About the Webinar
Over the past decade, considerable progress has been made in improving the effectiveness and efficiency of generating highly-productive recombinant CHO cell lines. These improvements are now the underpinning of bioprocess development and involve both advancements in cell line generation and cell culture process development. While these efforts have been primarily centered on driving cell culture productivity, more recently, focus has turned to approaches to impact product quality. Specifically, host engineering capabilities have been directed to successfully edit CHO cell lines to improve product quality profiles of bio-therapeutic proteins. Given the labor-intensive, inefficient and time-consuming nature of such capability application, a significant need exists to find creative approaches to maximize the effectiveness, while minimizing the impact of such efforts to timelines.

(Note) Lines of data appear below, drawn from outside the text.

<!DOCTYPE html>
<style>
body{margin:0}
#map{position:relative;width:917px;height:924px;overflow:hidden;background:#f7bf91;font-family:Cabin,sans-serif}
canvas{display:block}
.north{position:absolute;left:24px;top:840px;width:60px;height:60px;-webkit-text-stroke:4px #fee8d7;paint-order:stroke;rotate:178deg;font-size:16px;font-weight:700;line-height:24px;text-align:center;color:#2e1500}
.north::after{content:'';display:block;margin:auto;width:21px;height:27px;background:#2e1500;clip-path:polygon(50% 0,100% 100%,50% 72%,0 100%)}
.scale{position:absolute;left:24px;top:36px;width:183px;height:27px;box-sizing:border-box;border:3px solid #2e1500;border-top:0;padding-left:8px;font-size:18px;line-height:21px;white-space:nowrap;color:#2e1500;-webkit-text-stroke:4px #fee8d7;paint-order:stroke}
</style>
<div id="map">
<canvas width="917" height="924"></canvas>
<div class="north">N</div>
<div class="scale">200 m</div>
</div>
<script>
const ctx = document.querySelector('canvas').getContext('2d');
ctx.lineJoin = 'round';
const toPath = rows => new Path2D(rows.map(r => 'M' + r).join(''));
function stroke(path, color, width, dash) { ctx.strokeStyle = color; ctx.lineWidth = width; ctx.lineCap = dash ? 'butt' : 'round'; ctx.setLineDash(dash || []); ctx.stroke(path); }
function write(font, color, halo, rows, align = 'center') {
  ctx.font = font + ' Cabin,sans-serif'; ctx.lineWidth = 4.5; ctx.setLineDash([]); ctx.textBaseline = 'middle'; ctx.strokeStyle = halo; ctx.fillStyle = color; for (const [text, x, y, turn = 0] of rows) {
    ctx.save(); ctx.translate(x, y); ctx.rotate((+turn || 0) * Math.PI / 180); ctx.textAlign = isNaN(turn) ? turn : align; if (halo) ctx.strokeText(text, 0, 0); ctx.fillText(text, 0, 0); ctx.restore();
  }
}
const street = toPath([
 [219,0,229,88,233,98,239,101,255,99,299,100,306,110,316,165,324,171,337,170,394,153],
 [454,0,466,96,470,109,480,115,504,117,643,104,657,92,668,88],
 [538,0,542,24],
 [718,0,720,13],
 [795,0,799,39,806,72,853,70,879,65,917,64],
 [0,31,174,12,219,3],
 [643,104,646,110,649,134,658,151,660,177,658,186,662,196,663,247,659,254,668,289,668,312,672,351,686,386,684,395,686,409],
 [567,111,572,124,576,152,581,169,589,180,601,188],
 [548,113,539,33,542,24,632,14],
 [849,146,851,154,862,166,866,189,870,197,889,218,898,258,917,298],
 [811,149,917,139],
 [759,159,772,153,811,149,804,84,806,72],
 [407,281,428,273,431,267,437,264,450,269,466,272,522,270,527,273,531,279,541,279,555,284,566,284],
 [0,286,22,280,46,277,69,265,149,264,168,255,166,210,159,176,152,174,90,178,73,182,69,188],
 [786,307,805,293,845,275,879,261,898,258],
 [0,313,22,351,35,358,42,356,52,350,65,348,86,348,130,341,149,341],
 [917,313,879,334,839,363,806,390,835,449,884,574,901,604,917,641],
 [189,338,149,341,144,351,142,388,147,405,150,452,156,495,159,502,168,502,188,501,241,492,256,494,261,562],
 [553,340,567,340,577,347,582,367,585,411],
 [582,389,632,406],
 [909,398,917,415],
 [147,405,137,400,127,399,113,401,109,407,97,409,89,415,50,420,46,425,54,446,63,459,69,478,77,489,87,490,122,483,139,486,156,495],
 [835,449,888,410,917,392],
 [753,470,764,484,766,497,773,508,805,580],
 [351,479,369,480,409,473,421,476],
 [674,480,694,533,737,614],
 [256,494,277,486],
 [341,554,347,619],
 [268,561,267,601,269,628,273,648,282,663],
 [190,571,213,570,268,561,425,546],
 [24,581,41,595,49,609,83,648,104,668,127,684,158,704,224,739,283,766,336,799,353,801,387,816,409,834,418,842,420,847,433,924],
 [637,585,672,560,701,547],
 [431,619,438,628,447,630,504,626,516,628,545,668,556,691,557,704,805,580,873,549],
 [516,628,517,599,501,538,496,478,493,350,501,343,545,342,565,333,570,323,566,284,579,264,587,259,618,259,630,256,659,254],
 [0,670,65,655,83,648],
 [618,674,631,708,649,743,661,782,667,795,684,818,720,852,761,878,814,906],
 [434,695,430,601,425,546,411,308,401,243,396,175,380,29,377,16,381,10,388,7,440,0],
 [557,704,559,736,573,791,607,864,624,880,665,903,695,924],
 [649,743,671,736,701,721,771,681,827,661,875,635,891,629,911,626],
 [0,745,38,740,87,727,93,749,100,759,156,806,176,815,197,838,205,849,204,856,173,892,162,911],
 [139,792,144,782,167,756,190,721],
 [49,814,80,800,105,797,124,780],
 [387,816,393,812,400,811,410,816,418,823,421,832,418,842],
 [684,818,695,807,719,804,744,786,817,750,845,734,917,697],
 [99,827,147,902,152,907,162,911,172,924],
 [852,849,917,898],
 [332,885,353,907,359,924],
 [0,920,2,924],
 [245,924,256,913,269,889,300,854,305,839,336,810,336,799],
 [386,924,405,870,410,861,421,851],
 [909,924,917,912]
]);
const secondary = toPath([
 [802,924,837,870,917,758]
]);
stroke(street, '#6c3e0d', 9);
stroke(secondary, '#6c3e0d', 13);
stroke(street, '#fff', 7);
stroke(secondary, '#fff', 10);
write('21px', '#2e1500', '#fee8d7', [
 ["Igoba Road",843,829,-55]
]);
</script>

This presentation will describe potential approaches to maximizing the effectiveness of host cell engineering and reducing the time to successfully impact bio-therapeutic product quality profiles.
About the Presenter
Stephanie received a B.S. degree in Microbiology from Purdue University, and an M.S. degree in Microbiology/Immunology from Vanderbilt University. She joined Eli Lilly and Company in 2000, beginning her career in the Discovery organization specifically the Department of Infection Diseases, developing a mouse model in which to evaluate anti-HCV compounds. Stephanie later transitioned to Bioprocess Research and Development in 2003 to develop microbial expression technologies for the production of therapeutic proteins. In 2007, she moved to the Molecular and Cellular Biology Group which is responsible for supporting all of Lilly’s mammalian-based manufacturing processes. Most recently, Stephanie has helped develop and establish state-of-the-art cell line engineering capabilities at Lilly.